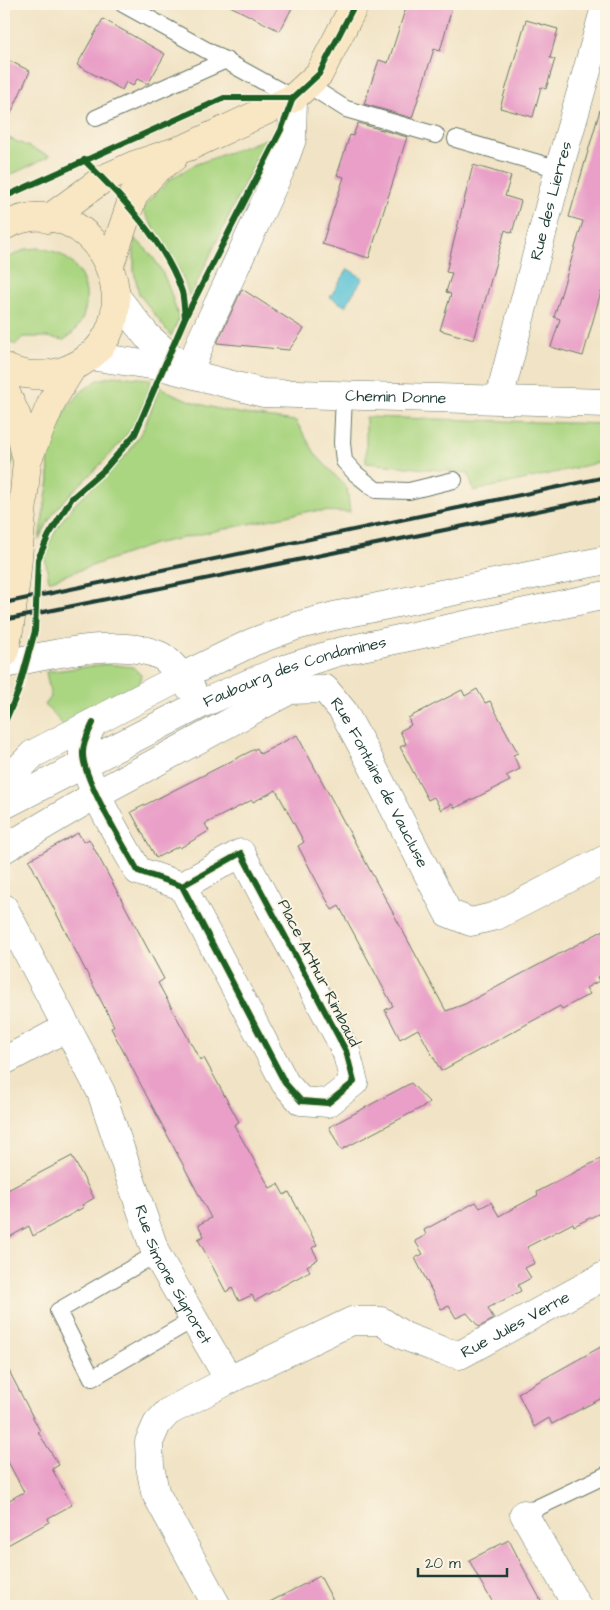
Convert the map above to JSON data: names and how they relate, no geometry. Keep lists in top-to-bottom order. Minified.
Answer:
________________
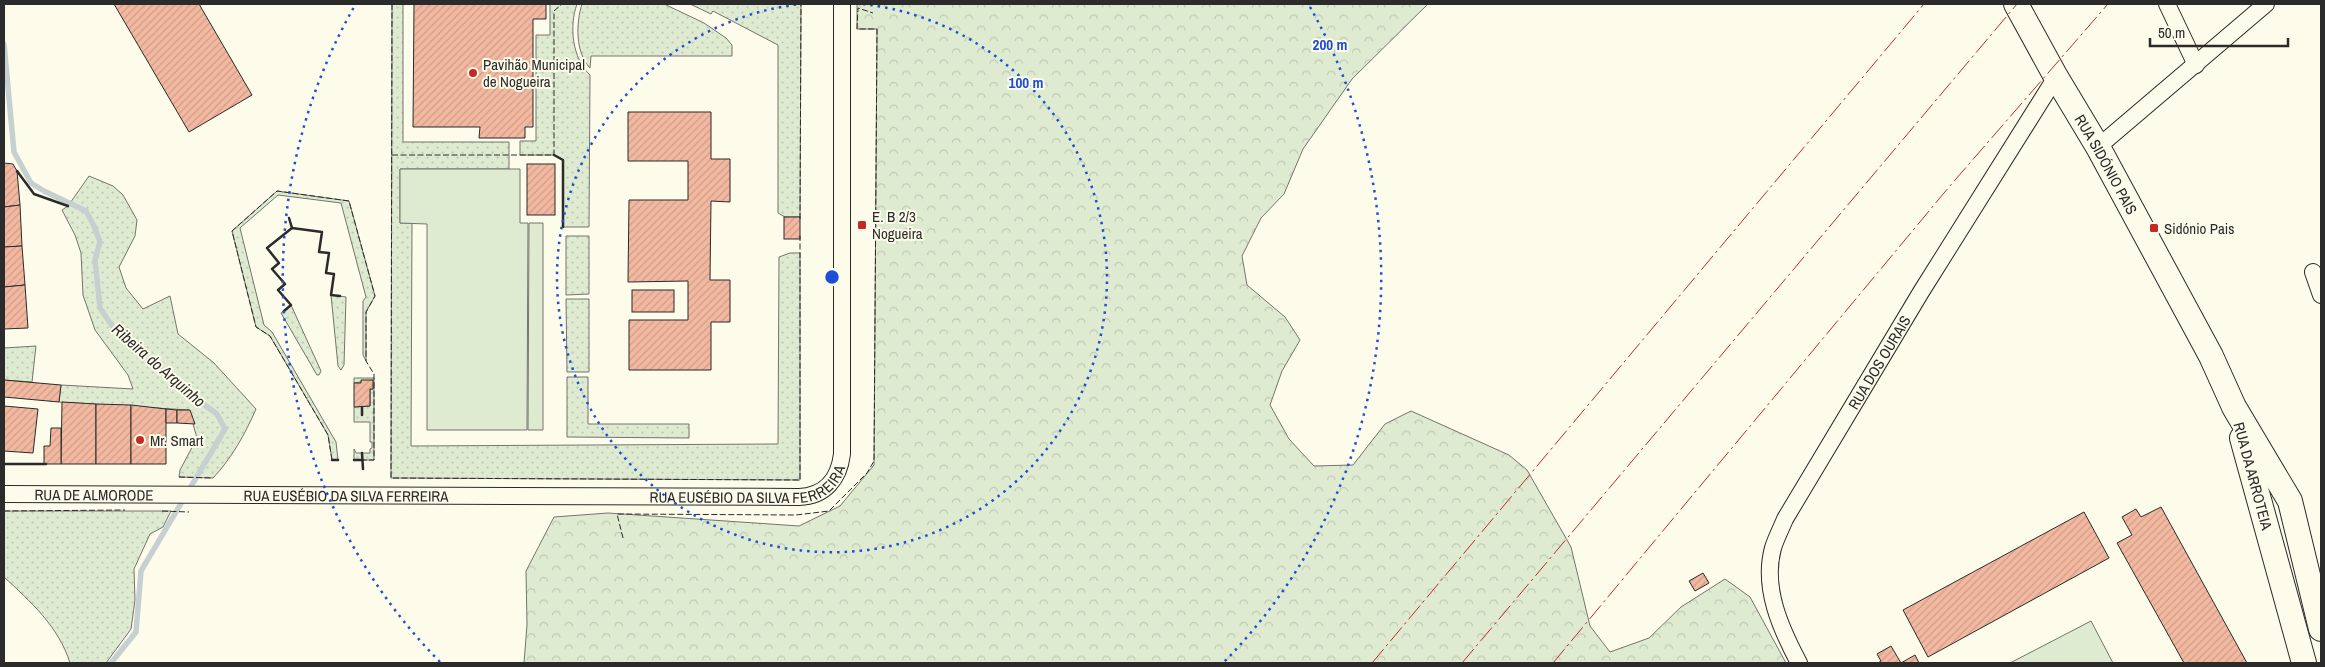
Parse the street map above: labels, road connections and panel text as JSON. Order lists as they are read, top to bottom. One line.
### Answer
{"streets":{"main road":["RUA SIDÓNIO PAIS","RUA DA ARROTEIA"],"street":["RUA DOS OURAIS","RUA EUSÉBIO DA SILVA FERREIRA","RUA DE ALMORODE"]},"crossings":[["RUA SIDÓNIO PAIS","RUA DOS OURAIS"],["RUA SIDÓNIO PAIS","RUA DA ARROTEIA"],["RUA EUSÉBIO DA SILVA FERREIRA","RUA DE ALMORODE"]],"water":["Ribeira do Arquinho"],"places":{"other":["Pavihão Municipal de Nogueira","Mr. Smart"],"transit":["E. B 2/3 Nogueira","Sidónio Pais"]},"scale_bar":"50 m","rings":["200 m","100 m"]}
________________
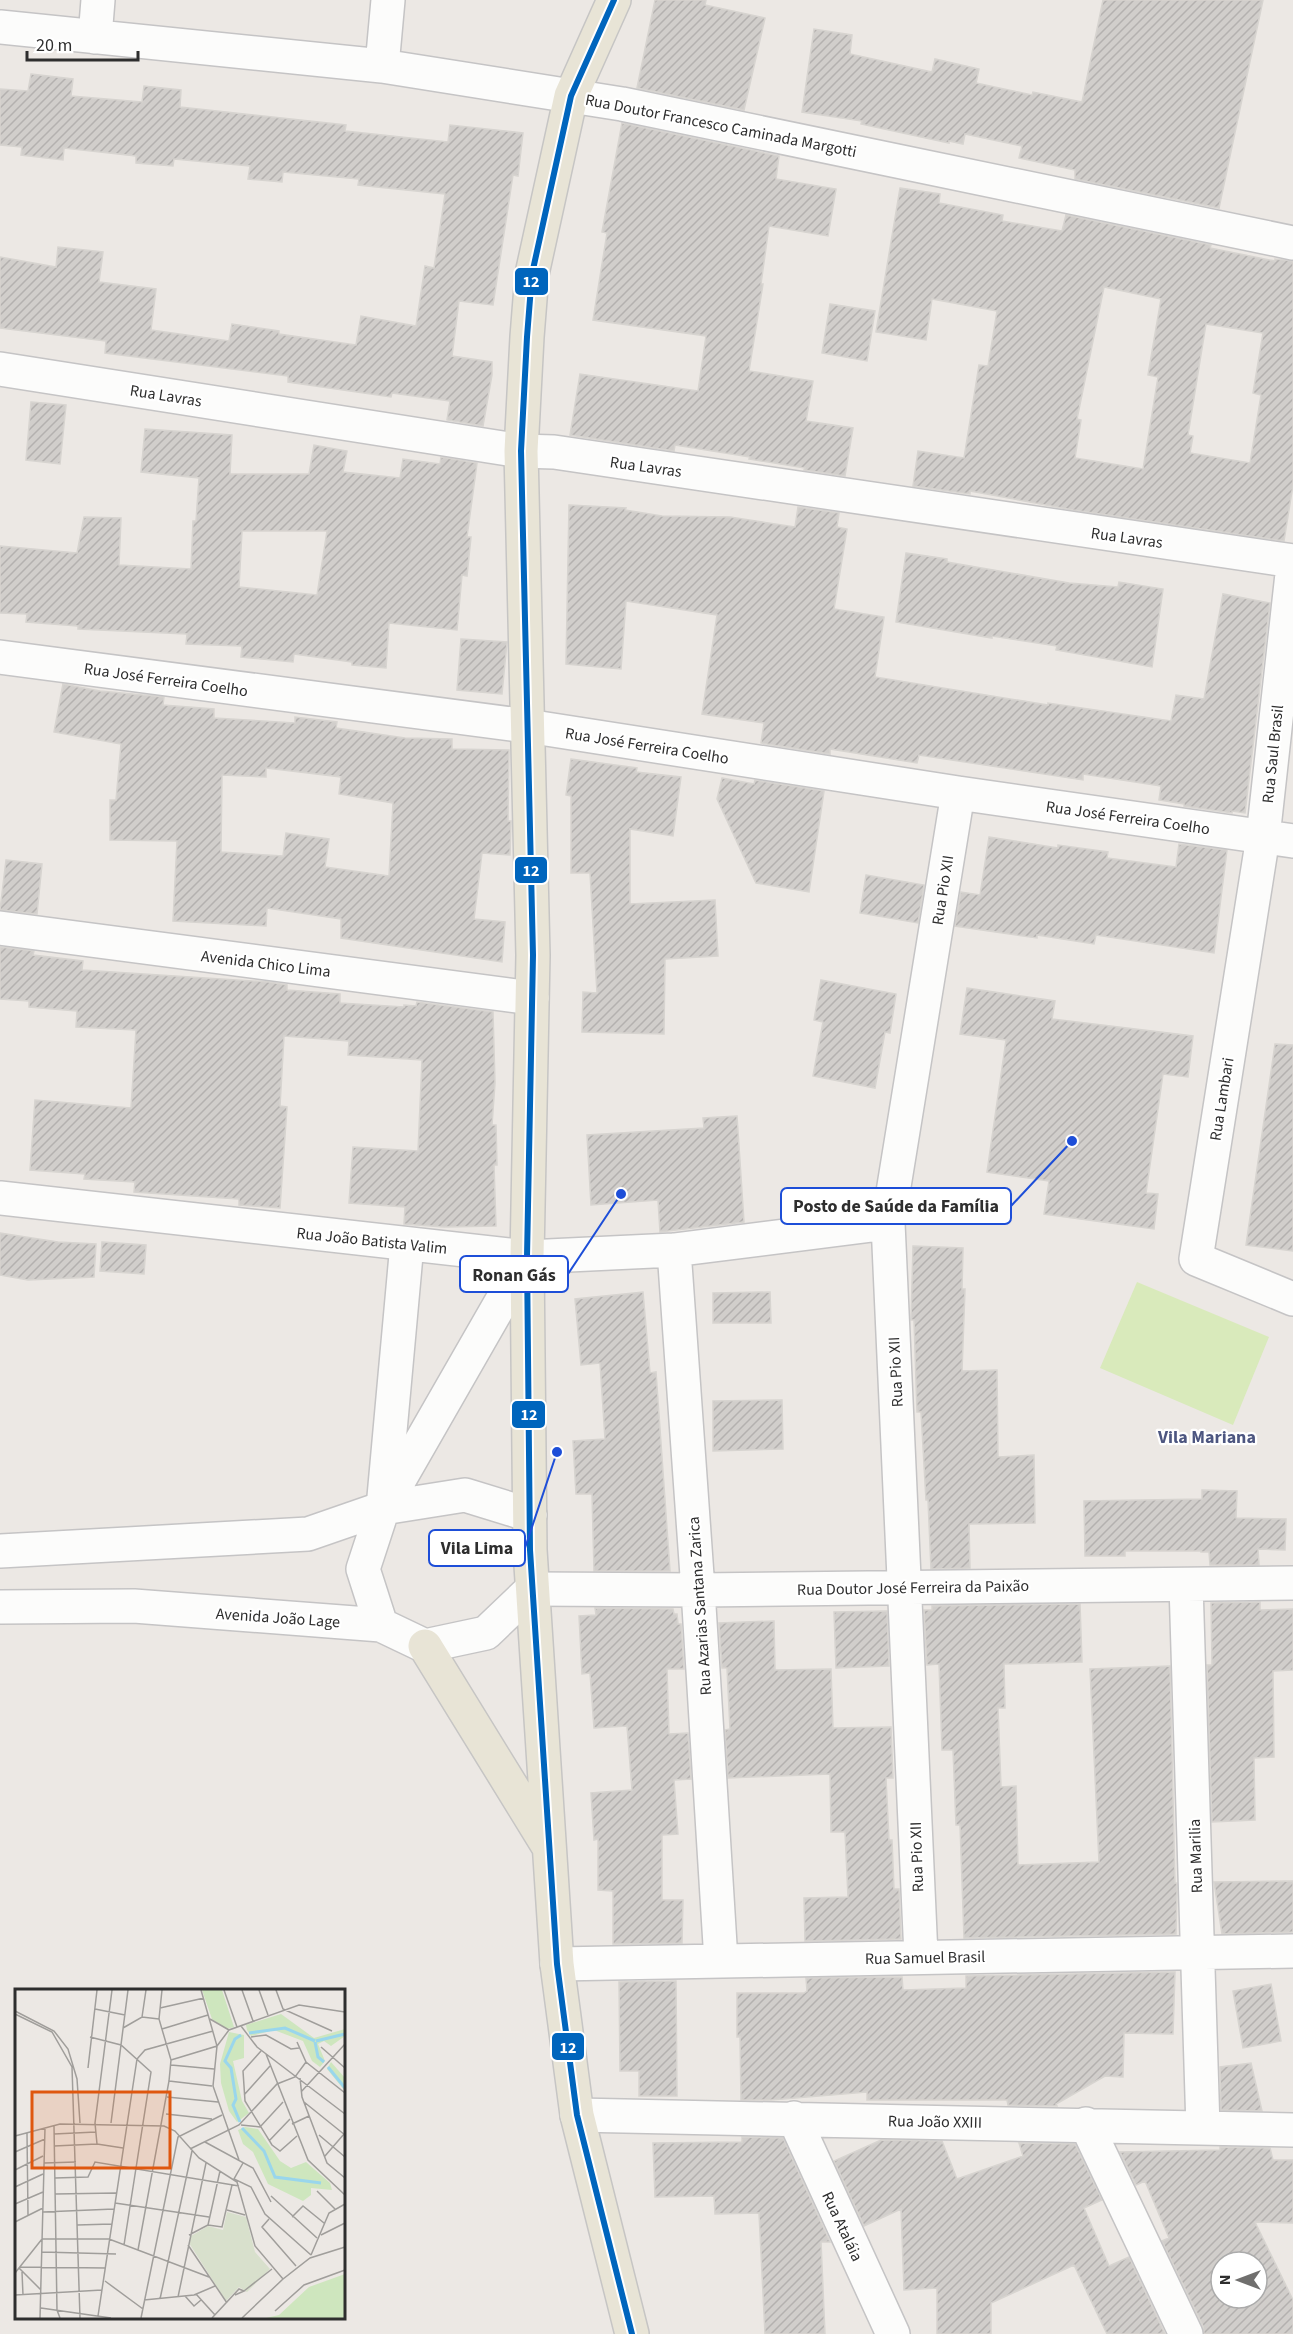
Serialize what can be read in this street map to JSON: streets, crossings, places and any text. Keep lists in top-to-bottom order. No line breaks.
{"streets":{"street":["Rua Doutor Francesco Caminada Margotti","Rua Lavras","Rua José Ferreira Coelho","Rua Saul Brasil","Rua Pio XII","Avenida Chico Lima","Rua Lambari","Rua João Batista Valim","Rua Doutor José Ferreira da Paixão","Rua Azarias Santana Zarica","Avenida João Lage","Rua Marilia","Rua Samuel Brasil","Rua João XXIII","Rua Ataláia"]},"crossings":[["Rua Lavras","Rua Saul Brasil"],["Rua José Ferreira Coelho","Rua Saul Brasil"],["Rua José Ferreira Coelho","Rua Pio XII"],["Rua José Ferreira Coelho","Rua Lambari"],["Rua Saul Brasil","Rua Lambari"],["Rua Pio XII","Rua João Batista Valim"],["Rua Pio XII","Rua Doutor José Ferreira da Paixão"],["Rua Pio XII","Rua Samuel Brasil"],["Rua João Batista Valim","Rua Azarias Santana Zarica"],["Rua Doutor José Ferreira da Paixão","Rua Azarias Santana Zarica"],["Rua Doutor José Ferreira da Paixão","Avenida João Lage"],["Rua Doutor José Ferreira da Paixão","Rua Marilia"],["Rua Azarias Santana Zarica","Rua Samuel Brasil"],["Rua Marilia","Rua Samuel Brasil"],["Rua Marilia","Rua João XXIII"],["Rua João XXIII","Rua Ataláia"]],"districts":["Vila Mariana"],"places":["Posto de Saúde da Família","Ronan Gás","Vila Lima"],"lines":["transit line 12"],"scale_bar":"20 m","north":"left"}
________________
What to produce: Go through the listing above and find each line containing the string "they"; copy those lines.

Problem solution:
Convert the map above to JSON data: names and how they relate, no geometry. Keep lists in top-to-bottom order. Minified.
Parse the street map above: labels, road connections and panel text as JSON. Order lists as they are read, top to bottom. One line.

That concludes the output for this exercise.